Nei primi anni del Novecento i direttori delle scuole pubbliche di New York erano soliti insistere affinchè gli alunni ebrei partecipassero alle celebrazioni scolastiche del Natale. Gli ebrei -dicevano i direttori- non dovevano venir esclusi dalla partecipazione a festività come questa, caratterizzate da “una portata universale”. Come conseguenza, i rabbini e la stampa yiddish della città spingevano i genitori a tenere a casa i figli nel periodo di Natale in segno di protesta contro cerimonie definite “settarie”. Nel 1906 si raggiunse il culmine del boicottaggio delle scuole: un terzo degli scolari ebrei non frequentò le lezioni nel periodo festivo (Howe, 1990:379). Nel corso degli anni ’20 la questione venne ripresa: si cercò di convincere i membri del Ministero a tenere conto delle festività ebraiche nella compilazione dell’orario scolastico e, in particolare, di porre termine alle lezioni del venerdì pomeriggio coincidente con l’inizio dello Shabbat [6] . Una delegazione di ebrei si presentò al Ministero con la richiesta di “abolire le immagini della Madonna, i componimenti su Gesù, gli alberi di Natale … tanto quanto i corrispondenti simboli del giudaismo, o dell’islamismo, o dell’ateismo” (in Howe, 1990:379). Il Ministero girò la questione ai sovrintendenti di distretto e ai presidi delle scuole: a loro era affidata la valutazione di quali cerimonie fossero appropriate e quali no. Si ottenne, in questo modo, un vago riconoscimento dell’esistenza delle differenze etno-religiose, non un mutamento della politica relativa alla scuola pubblica. Contrariamente a quanto era avvenuto per la questione della lingua ebraica, non si ebbe successo nel modificare le celebrazioni cristiane del Natale e della Pasqua nelle scuole. Non erano ancora maturi i tempi per l’approvazione di una legge ad hoc: solo nel 1972, con l’ Equal Employment Opportunity Act , si riconobbe agli israeliti il diritto di osservare lo Shabbat e le altre festività religiose, a meno che ciò non nuocesse al datore di lavoro o al proseguimento degli studi (Howe, 1990:378). Nonostante questo insuccesso, aumentava la disponibilità del Ministero dell’Istruzione ad appoggiare il pluralismo nella scuola pubblica. Per riaffermare la fiducia nella democrazia americana, le scuole dovevano preparare gli alunni ad essere consapevoli dei contributi di tutte le etnie e nazionalità nello sviluppo della democrazia americana.

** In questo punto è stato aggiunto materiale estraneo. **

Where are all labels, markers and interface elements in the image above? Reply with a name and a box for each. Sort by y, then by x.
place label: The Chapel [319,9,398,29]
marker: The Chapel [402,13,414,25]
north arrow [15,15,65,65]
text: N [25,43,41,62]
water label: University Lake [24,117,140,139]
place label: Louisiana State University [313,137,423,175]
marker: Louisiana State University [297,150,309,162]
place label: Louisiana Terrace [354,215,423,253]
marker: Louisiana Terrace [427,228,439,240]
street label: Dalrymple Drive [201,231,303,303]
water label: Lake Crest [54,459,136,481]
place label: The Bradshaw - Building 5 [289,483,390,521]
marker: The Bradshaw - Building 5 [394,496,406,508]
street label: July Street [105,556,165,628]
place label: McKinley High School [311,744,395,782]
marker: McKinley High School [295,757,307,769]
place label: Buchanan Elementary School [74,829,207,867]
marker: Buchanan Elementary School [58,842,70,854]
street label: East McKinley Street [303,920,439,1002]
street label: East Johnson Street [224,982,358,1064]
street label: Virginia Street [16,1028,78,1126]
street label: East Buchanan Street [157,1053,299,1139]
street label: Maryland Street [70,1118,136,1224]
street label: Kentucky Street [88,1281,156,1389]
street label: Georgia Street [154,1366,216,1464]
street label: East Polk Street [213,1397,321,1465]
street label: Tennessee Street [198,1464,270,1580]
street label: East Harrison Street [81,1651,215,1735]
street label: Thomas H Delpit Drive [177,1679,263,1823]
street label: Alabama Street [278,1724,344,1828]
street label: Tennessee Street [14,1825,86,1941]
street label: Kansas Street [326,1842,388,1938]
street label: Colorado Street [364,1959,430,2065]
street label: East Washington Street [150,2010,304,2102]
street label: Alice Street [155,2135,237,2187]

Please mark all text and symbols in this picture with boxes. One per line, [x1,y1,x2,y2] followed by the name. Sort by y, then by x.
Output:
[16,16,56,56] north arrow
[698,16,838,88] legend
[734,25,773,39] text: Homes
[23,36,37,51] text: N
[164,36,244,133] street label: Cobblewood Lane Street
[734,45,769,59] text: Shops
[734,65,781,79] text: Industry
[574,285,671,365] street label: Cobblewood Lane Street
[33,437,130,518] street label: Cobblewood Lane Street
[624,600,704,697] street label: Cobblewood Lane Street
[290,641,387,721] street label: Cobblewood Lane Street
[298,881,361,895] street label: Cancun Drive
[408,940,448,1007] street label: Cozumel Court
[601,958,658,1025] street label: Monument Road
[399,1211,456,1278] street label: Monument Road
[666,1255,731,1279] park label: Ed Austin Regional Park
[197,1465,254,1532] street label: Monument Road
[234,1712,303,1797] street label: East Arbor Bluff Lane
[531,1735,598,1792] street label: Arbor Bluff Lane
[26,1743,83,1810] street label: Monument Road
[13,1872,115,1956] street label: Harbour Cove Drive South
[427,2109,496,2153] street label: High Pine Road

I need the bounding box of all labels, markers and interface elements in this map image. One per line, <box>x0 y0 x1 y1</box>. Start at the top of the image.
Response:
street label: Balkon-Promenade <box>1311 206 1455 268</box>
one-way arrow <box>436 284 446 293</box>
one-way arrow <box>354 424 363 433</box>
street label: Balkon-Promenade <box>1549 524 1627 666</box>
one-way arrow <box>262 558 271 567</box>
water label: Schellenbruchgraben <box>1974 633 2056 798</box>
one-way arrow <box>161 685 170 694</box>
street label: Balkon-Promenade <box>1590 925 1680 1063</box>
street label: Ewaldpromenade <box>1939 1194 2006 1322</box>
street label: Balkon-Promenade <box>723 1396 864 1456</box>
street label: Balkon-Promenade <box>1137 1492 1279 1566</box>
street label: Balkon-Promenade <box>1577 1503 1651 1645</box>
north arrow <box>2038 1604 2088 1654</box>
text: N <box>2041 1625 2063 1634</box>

In un certo senso, proprio le scuole pubbliche funsero da bastione di tolleranza contro le manifestazioni di antisemitismo del Fronte Cristiano degli anni ’30. Il sempre maggiore impegno del Ministero nel favorire il pluralismo democratico portò, in definitiva, alla legittimazione dell’etnicità ebraica mediante l’introduzione della lingua ebraica e delle tradizioni giudaiche nelle scuole. Gli insegnanti ebrei di New York avevano raggiunto, alla metà del secolo, la percentuale di circa il 50% del totale, e la maggioranza dei presidi di scuole era di origine ebraica. Il Ministero dell’Educazione spesso è stato costretto a chiudere le scuole in occasione delle festività israelite del Capodanno e dello Yom Kippur , essendo impossibile disporre di un numero sufficiente di supplenti per coprire il posto degli insegnanti ebrei che chiedevano una licenza (Glazer & Moynihan, 1970:146).
In definitiva, quando erano immigrati poveri, gli ebrei vedevano la scuola pubblica come un corpo estraneo, seppur vicina alle loro abitazioni. Diventati una classe borghese, gli ebrei della seconda generazione cercarono di conformarla ai valori tradizionali ebraici e riuscirono a cambiare la funzione delle scuole pubbliche che da agenti di americanizzazione diventarono sempre più strumenti di pluralismo democratico.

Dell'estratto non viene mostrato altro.